Say how many lines in the entries below have the word "note" in them, giving only the number.

Stored data:
<<<<

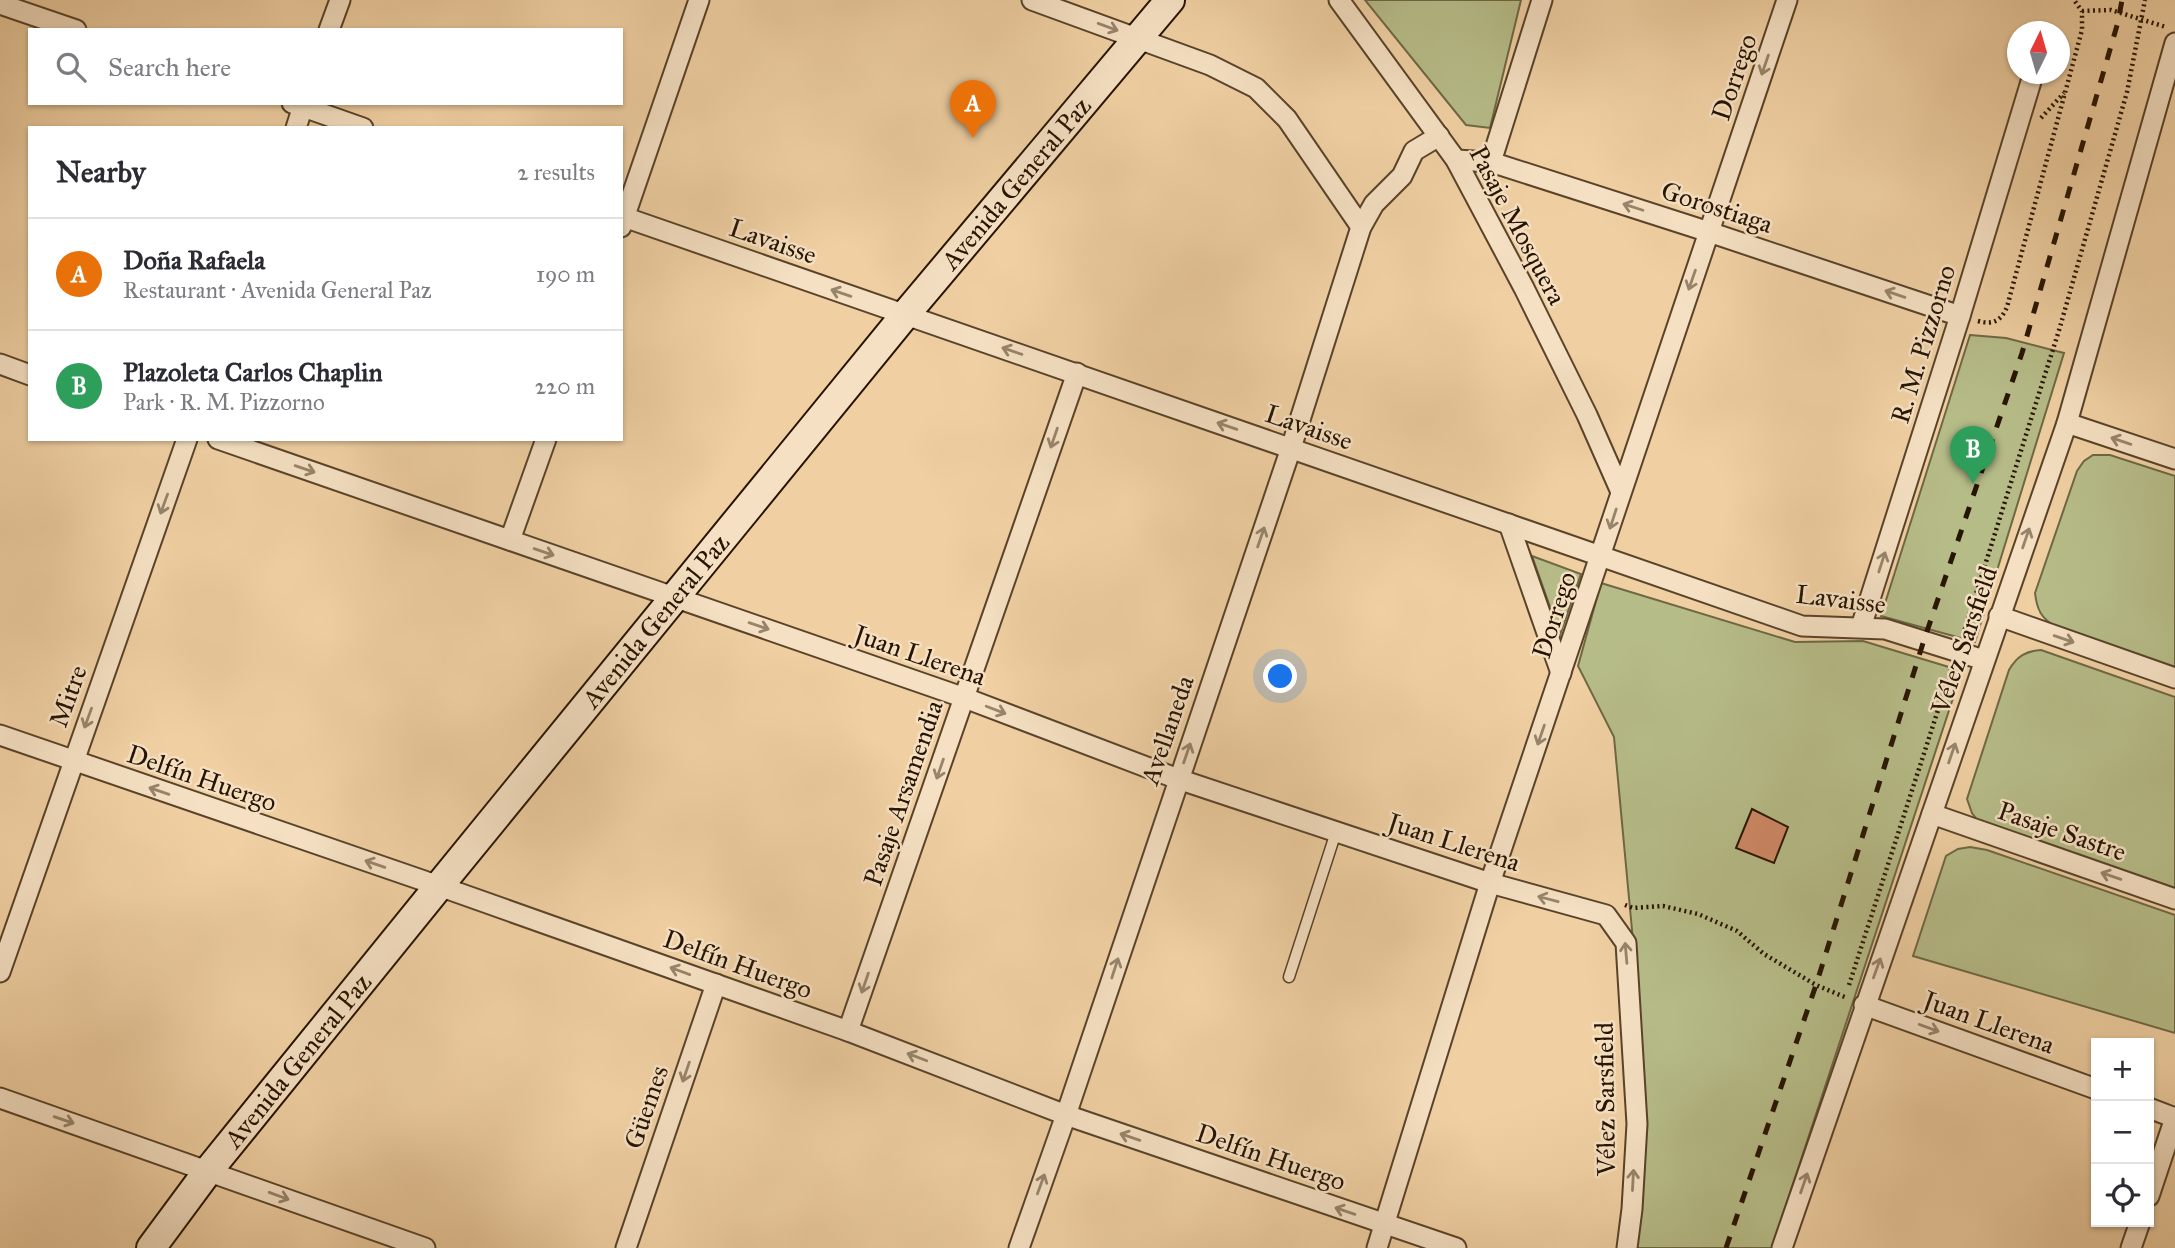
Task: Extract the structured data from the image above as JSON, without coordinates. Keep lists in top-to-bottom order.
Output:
{
  "streets": {
    "main road": ["Avenida General Paz"],
    "street": [
      "Dorrego",
      "Gorostiaga",
      "Pasaje Mosquera",
      "Lavaisse",
      "R. M. Pizzorno",
      "Vélez Sarsfield",
      "Juan Llerena",
      "Mitre",
      "Avellaneda",
      "Delfín Huergo",
      "Pasaje Arsamendia",
      "Pasaje Sastre",
      "Güemes"
    ]
  },
  "crossings": [
    ["Dorrego", "Gorostiaga"],
    ["Dorrego", "Pasaje Mosquera"],
    ["Dorrego", "Lavaisse"],
    ["Dorrego", "Juan Llerena"],
    ["Dorrego", "Delfín Huergo"],
    ["Avenida General Paz", "Lavaisse"],
    ["Avenida General Paz", "Juan Llerena"],
    ["Avenida General Paz", "Delfín Huergo"],
    ["Gorostiaga", "Pasaje Mosquera"],
    ["Gorostiaga", "R. M. Pizzorno"],
    ["Pasaje Mosquera", "Avellaneda"],
    ["Lavaisse", "R. M. Pizzorno"],
    ["Lavaisse", "Vélez Sarsfield"],
    ["Lavaisse", "Avellaneda"],
    ["Lavaisse", "Pasaje Arsamendia"],
    ["Vélez Sarsfield", "Juan Llerena"],
    ["Vélez Sarsfield", "Pasaje Sastre"],
    ["Juan Llerena", "Avellaneda"],
    ["Juan Llerena", "Pasaje Arsamendia"],
    ["Mitre", "Delfín Huergo"],
    ["Avellaneda", "Delfín Huergo"],
    ["Delfín Huergo", "Pasaje Arsamendia"],
    ["Delfín Huergo", "Güemes"]
  ],
  "one_way": [
    "Dorrego",
    "Gorostiaga",
    "Lavaisse",
    "R. M. Pizzorno",
    "Vélez Sarsfield",
    "Juan Llerena",
    "Mitre",
    "Avellaneda",
    "Delfín Huergo",
    "Pasaje Arsamendia",
    "Pasaje Sastre",
    "Güemes"
  ],
  "north": "top",
  "page": {
    "search": "Search here",
    "pins": ["A", "B"],
    "heading": ["Nearby", "2 results"],
    "list": [
      {
        "mark": "A",
        "name": "Doña Rafaela",
        "note": "Restaurant · Avenida General Paz",
        "value": "190 m"
      },
      {
        "mark": "B",
        "name": "Plazoleta Carlos Chaplin",
        "note": "Park · R. M. Pizzorno",
        "value": "220 m"
      }
    ],
    "map_buttons": ["+", "−"]
  }
}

>>>>

Solved problem:
2